#### Exercise prompt
I need all the entries repeated exactly as written.

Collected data
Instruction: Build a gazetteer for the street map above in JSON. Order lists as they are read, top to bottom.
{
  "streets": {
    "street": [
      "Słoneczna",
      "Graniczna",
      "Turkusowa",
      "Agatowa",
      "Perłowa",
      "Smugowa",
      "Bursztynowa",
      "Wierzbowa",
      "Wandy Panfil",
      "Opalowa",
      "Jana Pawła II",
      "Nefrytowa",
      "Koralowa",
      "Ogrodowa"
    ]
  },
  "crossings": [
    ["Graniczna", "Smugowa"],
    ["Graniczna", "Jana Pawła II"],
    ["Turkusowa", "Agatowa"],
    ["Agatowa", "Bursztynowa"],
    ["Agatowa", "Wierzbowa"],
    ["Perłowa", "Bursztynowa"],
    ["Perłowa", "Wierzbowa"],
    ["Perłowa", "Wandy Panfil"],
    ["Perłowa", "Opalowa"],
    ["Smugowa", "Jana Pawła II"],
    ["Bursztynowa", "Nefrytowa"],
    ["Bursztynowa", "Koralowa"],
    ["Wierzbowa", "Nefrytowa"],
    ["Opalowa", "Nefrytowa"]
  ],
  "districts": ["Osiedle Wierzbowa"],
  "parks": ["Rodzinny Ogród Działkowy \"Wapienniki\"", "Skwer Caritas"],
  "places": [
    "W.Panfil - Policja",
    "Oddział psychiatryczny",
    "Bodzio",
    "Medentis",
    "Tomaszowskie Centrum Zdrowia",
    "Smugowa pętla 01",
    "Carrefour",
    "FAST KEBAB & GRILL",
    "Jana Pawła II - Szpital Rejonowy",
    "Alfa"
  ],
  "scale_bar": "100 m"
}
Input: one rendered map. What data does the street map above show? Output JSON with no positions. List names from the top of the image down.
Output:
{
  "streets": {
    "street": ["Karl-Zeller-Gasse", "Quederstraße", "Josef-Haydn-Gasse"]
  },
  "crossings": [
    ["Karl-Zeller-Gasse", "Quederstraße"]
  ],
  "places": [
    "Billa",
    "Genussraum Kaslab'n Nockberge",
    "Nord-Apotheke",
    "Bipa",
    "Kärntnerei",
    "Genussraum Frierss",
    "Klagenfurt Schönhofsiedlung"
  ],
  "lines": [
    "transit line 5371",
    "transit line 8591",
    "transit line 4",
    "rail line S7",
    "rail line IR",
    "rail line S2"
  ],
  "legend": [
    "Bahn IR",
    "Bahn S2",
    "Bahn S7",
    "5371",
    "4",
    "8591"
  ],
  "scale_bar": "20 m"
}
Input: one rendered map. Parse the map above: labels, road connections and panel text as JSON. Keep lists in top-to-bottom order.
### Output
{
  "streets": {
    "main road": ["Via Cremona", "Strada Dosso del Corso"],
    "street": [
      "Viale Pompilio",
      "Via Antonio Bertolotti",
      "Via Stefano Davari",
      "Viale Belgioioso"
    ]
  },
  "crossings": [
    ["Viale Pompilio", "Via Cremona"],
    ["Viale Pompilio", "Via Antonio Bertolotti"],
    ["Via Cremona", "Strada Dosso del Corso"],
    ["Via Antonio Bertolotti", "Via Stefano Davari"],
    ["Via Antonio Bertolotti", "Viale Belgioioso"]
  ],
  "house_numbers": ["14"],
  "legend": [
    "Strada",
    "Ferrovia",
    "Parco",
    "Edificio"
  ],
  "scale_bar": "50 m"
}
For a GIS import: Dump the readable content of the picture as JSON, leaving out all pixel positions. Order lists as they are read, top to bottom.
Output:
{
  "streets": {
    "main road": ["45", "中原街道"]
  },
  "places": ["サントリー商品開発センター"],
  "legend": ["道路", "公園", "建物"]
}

#### Solution to this exercise
Instruction: Build a gazetteer for the street map above in JSON. Order lists as they are read, top to bottom.
{
  "streets": {
    "street": [
      "Słoneczna",
      "Graniczna",
      "Turkusowa",
      "Agatowa",
      "Perłowa",
      "Smugowa",
      "Bursztynowa",
      "Wierzbowa",
      "Wandy Panfil",
      "Opalowa",
      "Jana Pawła II",
      "Nefrytowa",
      "Koralowa",
      "Ogrodowa"
    ]
  },
  "crossings": [
    ["Graniczna", "Smugowa"],
    ["Graniczna", "Jana Pawła II"],
    ["Turkusowa", "Agatowa"],
    ["Agatowa", "Bursztynowa"],
    ["Agatowa", "Wierzbowa"],
    ["Perłowa", "Bursztynowa"],
    ["Perłowa", "Wierzbowa"],
    ["Perłowa", "Wandy Panfil"],
    ["Perłowa", "Opalowa"],
    ["Smugowa", "Jana Pawła II"],
    ["Bursztynowa", "Nefrytowa"],
    ["Bursztynowa", "Koralowa"],
    ["Wierzbowa", "Nefrytowa"],
    ["Opalowa", "Nefrytowa"]
  ],
  "districts": ["Osiedle Wierzbowa"],
  "parks": ["Rodzinny Ogród Działkowy \"Wapienniki\"", "Skwer Caritas"],
  "places": [
    "W.Panfil - Policja",
    "Oddział psychiatryczny",
    "Bodzio",
    "Medentis",
    "Tomaszowskie Centrum Zdrowia",
    "Smugowa pętla 01",
    "Carrefour",
    "FAST KEBAB & GRILL",
    "Jana Pawła II - Szpital Rejonowy",
    "Alfa"
  ],
  "scale_bar": "100 m"
}
Input: one rendered map. What data does the street map above show? Output JSON with no positions. List names from the top of the image down.
Output:
{
  "streets": {
    "street": ["Karl-Zeller-Gasse", "Quederstraße", "Josef-Haydn-Gasse"]
  },
  "crossings": [
    ["Karl-Zeller-Gasse", "Quederstraße"]
  ],
  "places": [
    "Billa",
    "Genussraum Kaslab'n Nockberge",
    "Nord-Apotheke",
    "Bipa",
    "Kärntnerei",
    "Genussraum Frierss",
    "Klagenfurt Schönhofsiedlung"
  ],
  "lines": [
    "transit line 5371",
    "transit line 8591",
    "transit line 4",
    "rail line S7",
    "rail line IR",
    "rail line S2"
  ],
  "legend": [
    "Bahn IR",
    "Bahn S2",
    "Bahn S7",
    "5371",
    "4",
    "8591"
  ],
  "scale_bar": "20 m"
}
Input: one rendered map. Parse the map above: labels, road connections and panel text as JSON. Keep lists in top-to-bottom order.
### Output
{
  "streets": {
    "main road": ["Via Cremona", "Strada Dosso del Corso"],
    "street": [
      "Viale Pompilio",
      "Via Antonio Bertolotti",
      "Via Stefano Davari",
      "Viale Belgioioso"
    ]
  },
  "crossings": [
    ["Viale Pompilio", "Via Cremona"],
    ["Viale Pompilio", "Via Antonio Bertolotti"],
    ["Via Cremona", "Strada Dosso del Corso"],
    ["Via Antonio Bertolotti", "Via Stefano Davari"],
    ["Via Antonio Bertolotti", "Viale Belgioioso"]
  ],
  "house_numbers": ["14"],
  "legend": [
    "Strada",
    "Ferrovia",
    "Parco",
    "Edificio"
  ],
  "scale_bar": "50 m"
}
For a GIS import: Dump the readable content of the picture as JSON, leaving out all pixel positions. Order lists as they are read, top to bottom.
Output:
{
  "streets": {
    "main road": ["45", "中原街道"]
  },
  "places": ["サントリー商品開発センター"],
  "legend": ["道路", "公園", "建物"]
}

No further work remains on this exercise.